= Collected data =

:::::

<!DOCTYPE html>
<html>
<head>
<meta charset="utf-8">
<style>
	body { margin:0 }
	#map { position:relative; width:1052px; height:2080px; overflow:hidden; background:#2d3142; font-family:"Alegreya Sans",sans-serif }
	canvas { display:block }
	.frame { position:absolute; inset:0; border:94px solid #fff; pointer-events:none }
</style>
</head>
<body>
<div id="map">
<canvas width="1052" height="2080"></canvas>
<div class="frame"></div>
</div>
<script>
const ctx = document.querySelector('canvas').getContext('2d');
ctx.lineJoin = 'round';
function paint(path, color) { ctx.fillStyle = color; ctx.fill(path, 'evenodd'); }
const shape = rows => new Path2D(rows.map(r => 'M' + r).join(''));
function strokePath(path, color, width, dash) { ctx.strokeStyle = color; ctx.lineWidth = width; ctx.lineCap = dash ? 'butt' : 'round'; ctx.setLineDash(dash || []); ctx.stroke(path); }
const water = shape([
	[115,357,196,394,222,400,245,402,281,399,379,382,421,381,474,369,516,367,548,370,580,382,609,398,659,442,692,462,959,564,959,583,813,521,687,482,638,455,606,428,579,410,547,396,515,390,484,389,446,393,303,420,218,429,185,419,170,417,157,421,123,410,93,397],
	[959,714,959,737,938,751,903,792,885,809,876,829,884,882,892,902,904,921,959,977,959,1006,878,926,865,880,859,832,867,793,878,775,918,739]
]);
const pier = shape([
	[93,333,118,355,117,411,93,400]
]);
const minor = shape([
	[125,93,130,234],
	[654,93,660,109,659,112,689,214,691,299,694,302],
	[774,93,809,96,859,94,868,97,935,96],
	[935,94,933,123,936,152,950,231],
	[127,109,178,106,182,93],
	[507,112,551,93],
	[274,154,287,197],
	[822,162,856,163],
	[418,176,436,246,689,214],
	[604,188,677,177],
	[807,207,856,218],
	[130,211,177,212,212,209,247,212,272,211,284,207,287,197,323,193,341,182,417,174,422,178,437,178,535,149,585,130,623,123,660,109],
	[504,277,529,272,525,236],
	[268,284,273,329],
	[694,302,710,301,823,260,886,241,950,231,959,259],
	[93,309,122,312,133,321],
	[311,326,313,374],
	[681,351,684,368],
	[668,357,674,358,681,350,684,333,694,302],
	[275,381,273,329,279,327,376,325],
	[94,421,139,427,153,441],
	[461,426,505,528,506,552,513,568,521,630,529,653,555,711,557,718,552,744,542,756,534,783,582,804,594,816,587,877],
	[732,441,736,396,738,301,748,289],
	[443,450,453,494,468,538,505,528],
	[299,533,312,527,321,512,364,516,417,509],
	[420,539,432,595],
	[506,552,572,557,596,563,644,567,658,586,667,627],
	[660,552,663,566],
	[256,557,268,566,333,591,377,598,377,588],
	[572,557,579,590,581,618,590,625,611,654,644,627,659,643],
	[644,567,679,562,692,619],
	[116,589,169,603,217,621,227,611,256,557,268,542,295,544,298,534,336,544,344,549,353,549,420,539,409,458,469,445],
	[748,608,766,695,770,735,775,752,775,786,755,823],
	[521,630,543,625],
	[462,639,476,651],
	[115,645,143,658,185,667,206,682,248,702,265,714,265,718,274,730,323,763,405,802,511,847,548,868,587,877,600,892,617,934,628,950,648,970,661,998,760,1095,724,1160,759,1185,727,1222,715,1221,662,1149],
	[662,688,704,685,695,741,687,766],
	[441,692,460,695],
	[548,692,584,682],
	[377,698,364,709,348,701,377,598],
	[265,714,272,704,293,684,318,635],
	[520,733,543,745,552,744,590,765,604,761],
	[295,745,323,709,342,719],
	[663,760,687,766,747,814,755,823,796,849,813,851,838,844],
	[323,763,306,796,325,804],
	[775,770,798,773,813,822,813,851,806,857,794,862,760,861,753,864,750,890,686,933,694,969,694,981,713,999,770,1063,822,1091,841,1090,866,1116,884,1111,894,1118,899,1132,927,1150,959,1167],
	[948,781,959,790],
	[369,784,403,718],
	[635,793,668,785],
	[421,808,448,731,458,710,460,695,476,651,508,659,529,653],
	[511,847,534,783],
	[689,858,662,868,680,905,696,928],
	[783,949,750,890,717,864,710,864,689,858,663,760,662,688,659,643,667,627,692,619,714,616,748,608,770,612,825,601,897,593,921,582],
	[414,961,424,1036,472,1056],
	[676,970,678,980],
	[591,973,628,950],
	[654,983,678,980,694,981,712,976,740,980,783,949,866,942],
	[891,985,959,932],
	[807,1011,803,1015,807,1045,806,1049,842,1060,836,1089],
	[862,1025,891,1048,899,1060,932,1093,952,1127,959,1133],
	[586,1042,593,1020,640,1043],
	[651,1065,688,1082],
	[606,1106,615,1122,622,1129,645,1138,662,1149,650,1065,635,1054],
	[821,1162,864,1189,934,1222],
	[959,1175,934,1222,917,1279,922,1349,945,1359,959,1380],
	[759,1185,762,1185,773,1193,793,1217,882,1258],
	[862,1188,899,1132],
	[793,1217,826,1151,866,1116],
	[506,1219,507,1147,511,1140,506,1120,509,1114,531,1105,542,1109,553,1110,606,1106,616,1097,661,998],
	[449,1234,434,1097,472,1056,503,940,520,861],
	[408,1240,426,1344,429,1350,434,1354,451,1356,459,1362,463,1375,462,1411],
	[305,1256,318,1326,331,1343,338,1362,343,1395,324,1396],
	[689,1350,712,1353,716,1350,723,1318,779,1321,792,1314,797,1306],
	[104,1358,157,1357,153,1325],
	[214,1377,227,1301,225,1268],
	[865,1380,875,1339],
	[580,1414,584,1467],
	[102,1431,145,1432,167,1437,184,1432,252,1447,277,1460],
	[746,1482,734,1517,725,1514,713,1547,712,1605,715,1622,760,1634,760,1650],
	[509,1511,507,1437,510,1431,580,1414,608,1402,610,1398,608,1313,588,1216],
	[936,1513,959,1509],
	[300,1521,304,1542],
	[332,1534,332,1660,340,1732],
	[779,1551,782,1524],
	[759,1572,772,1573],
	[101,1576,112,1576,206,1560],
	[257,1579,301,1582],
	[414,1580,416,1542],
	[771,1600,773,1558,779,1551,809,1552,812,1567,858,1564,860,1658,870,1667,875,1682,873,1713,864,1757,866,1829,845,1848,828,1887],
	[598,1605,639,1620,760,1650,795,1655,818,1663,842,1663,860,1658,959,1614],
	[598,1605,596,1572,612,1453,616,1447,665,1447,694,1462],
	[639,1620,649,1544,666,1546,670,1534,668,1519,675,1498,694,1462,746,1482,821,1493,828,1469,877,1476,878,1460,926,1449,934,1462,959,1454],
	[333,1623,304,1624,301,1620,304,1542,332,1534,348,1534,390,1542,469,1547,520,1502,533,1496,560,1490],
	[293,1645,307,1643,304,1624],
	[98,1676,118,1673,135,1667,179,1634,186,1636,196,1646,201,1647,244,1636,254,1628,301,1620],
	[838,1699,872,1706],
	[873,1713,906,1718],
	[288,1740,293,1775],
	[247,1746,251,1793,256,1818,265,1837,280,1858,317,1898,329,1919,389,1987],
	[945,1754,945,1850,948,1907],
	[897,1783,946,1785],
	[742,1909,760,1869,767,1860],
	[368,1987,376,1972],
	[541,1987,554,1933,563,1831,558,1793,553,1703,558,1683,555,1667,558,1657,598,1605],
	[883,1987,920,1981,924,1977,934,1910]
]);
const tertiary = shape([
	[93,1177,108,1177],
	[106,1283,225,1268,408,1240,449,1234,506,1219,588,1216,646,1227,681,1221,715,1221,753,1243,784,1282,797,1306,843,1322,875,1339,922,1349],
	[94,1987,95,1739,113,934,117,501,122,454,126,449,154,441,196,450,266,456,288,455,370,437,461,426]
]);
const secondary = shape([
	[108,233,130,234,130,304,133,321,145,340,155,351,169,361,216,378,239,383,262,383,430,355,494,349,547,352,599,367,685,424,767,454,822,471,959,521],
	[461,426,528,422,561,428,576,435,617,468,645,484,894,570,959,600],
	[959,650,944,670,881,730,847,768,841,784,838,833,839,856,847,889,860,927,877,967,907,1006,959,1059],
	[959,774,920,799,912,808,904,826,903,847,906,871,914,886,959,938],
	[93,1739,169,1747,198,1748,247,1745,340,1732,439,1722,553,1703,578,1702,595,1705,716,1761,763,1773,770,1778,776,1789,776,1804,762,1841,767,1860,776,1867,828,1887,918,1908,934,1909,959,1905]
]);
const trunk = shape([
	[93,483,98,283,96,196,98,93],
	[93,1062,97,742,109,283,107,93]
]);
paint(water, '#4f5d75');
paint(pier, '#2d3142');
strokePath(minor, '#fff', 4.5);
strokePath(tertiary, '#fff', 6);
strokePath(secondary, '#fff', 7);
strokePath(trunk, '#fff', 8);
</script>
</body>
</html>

:::::

= WHAT IS BEING ASKED =
Look over the entries above and tally the lines containing the string "canvas"; the answer is that total only.

= ANSWER BELOW =
3